OpenCV version: 2.4.2

I am trying to make a program that captures face (say user 1) using haarcascade.I then run the crop the face are of image and add it to a vector<mat>.I then add diff faces(say user 2) using the same method to the same vector. But I add different labels (say 0 and 1) for the 2 different cases. After some kind of keyboard interrupt,I train the FaceRecognizer using train() with both the vector (Mat and int). From the next frame onwards I take the face area and try to predict the label.

The code is compiling and running fine.But the outputs are a little irritating. It always outputs the same label( on more inspection I found, the label that I "push_back" for the very first frame) and the confidence is always 0.

What I am basically trying to achieve is a kind of online learning FaceRecognizer. But Since the predicted labels are not correct,I assume I have done something wrong. Is online learning even possible with PCA/LDA/LBPH?? I have tried using the same model as well as saving and opening with another model. Below is my code.Am I doing something wrong??Any help will be much appreciated!!! Thanks

    using namespace cv;
    using namespace std;
    vector< Rect_<int> > faces;

    vector<cv::Mat> learnt_face;
    vector<int> learnt_label;

    bool pred = false;
    bool pos_ex = false;

    int main(int argc,char* argv[])
    {
        cv::CascadeClassifier haar_cascade;

        Ptr<cv::FaceRecognizer> model = cv::createEigenFaceRecognizer(0,140.0);
        Ptr<cv::FaceRecognizer> model0 = cv::createEigenFaceRecognizer(0,140.0);
        string fn_haar = string("haarcascade_frontalface_alt.xml");
        haar_cascade.load(fn_haar);

        VideoCapture cap(0);

        Mat img,gray_img,crop_face,crop_face_res;
        for(;;)
        {
            cap>>img;
            cv::cvtColor(img,gray_img,CV_RGB2GRAY);

            haar_cascade.detectMultiScale(gray_img, faces); 

                Rect face_i = faces[0];                 //Take only one face at a time * For debugging Purposes

                //Crop and Resize
                crop_face = gray_img(face_i);
                cv::resize(crop_face, crop_face_res, Size(100,100), 1.0, 1.0, INTER_CUBIC);

                if((!crop_face.empty()) && pred == false && pos_ex == true ) //If cropped,not predicting and learning positive images
                {
                    cout<<"Learning"<<endl;

                    learnt_face.push_back(crop_face_res);
                    learnt_label.push_back(0);

                    if(learnt_face.size() >= 100)
                    {
                        learnt_face.erase( learnt_face.begin());
                        learnt_label.erase( learnt_label.begin());
                    }
                    rectangle(img, face_i, CV_RGB(0, 255,0), 1);    //Green Faces label 0.

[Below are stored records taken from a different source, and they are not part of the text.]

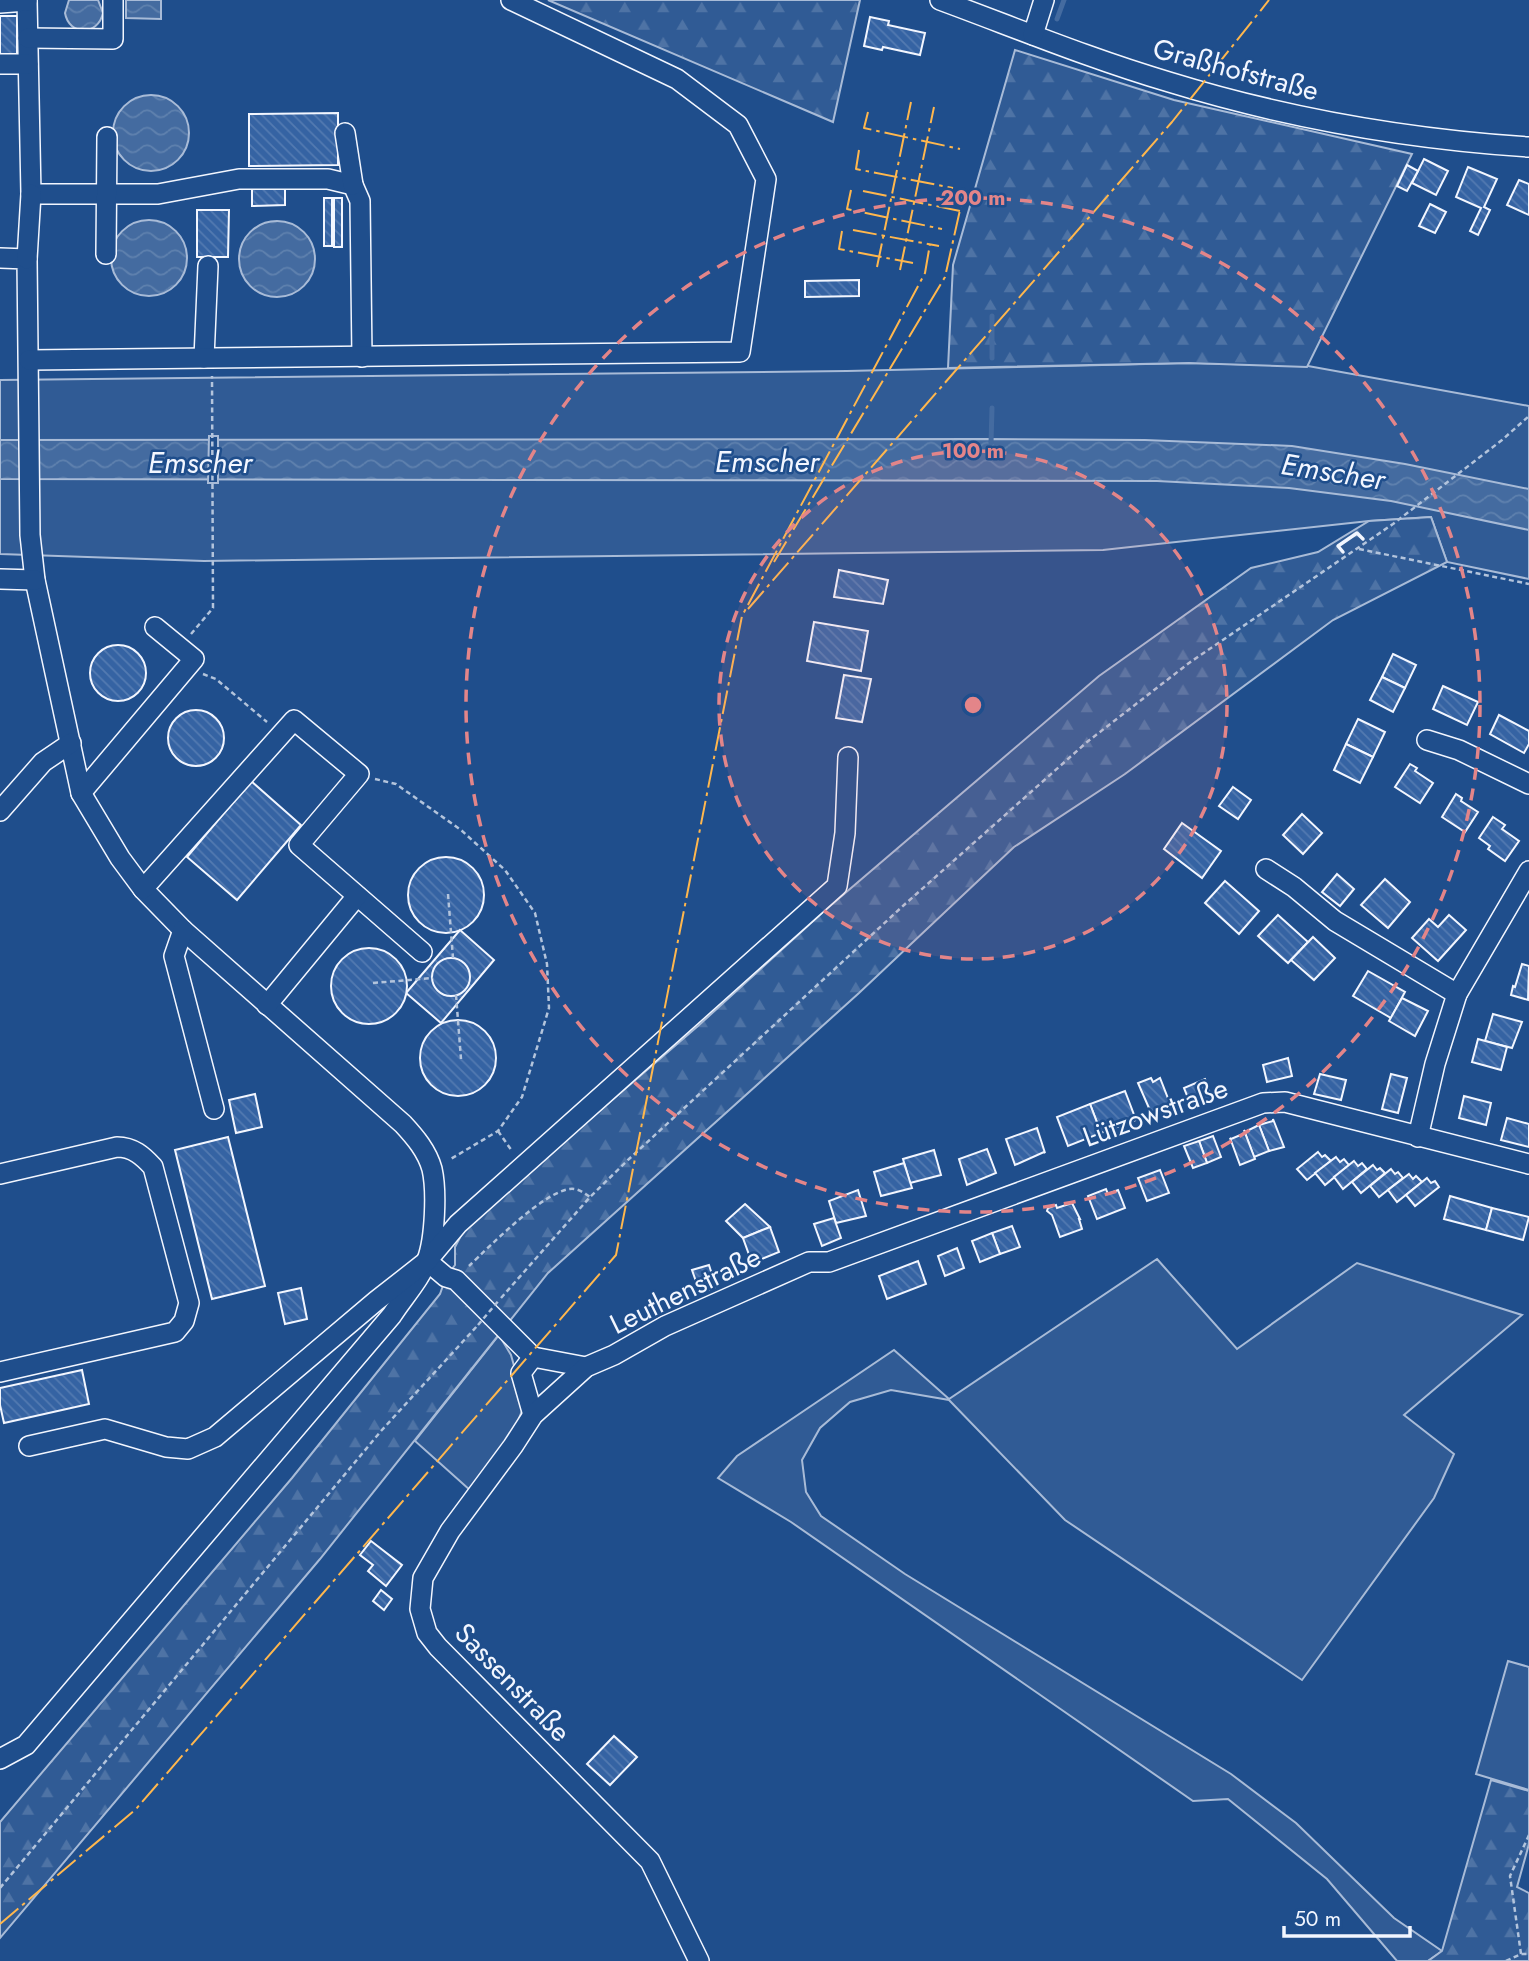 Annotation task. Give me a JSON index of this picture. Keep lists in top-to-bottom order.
{
  "streets": {
    "street": [
      "Graßhofstraße",
      "Lützowstraße",
      "Leuthenstraße",
      "Sassenstraße"
    ]
  },
  "crossings": [
    ["Lützowstraße", "Leuthenstraße"],
    ["Leuthenstraße", "Sassenstraße"]
  ],
  "water": ["Emscher"],
  "scale_bar": "50 m",
  "rings": ["200 m", "100 m"]
}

                    model->train(learnt_face,learnt_label);

                }
                //If cropped,not predicting and learning negetive images
                else if((!crop_face.empty()) && pred == false && pos_ex == false )
                {
                    cout<<"Learning"<<endl;
                    learnt_face.push_back(crop_face_res);
                    learnt_label.push_back(1);

                    if(learnt_face.size() >= 100)
                    {
                        learnt_face.erase( learnt_face.begin());
                        learnt_label.erase( learnt_label.begin());
                    }
                    rectangle(img, face_i, CV_RGB(255, 0,0), 1); //Red faces label 1.

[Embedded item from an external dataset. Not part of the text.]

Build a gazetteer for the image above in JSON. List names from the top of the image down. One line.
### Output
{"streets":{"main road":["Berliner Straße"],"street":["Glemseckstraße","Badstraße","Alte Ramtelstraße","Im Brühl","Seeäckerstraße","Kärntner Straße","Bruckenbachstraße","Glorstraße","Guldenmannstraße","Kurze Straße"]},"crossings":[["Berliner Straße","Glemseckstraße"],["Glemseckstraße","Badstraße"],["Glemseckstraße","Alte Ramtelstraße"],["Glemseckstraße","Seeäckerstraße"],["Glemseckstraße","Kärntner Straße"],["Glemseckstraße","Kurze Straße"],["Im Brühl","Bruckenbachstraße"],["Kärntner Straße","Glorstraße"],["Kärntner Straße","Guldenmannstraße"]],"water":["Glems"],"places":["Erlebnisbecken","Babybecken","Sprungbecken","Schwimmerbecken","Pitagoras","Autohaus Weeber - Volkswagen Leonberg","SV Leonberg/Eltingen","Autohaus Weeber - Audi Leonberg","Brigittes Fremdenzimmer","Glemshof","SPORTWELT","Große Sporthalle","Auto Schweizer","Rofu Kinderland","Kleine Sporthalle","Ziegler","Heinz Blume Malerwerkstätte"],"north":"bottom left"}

                    model->train(learnt_face,learnt_label);

                }
                //If cropped and predicting 
                else if((!crop_face.empty()) && pred == true)
                {

                        //model->save("model.xml");
                        //model0->load("model.xml");

                    cout<<"Predicting"<<endl;
                    int prediction = -1;
                    double predicted_confidence = 0.0;
                    cout<<model->getDouble("threshold")<<endl;
                    model->predict(crop_face_res,prediction,predicted_confidence);
                    rectangle(img, face_i, CV_RGB(0, 0,255), 1);

                    string box_text = format("Prediction = %d  Confidence = %f", prediction,predicted_confidence);

                    int pos_x = std::max(face_i.tl().x - 10, 0);
                    int pos_y ...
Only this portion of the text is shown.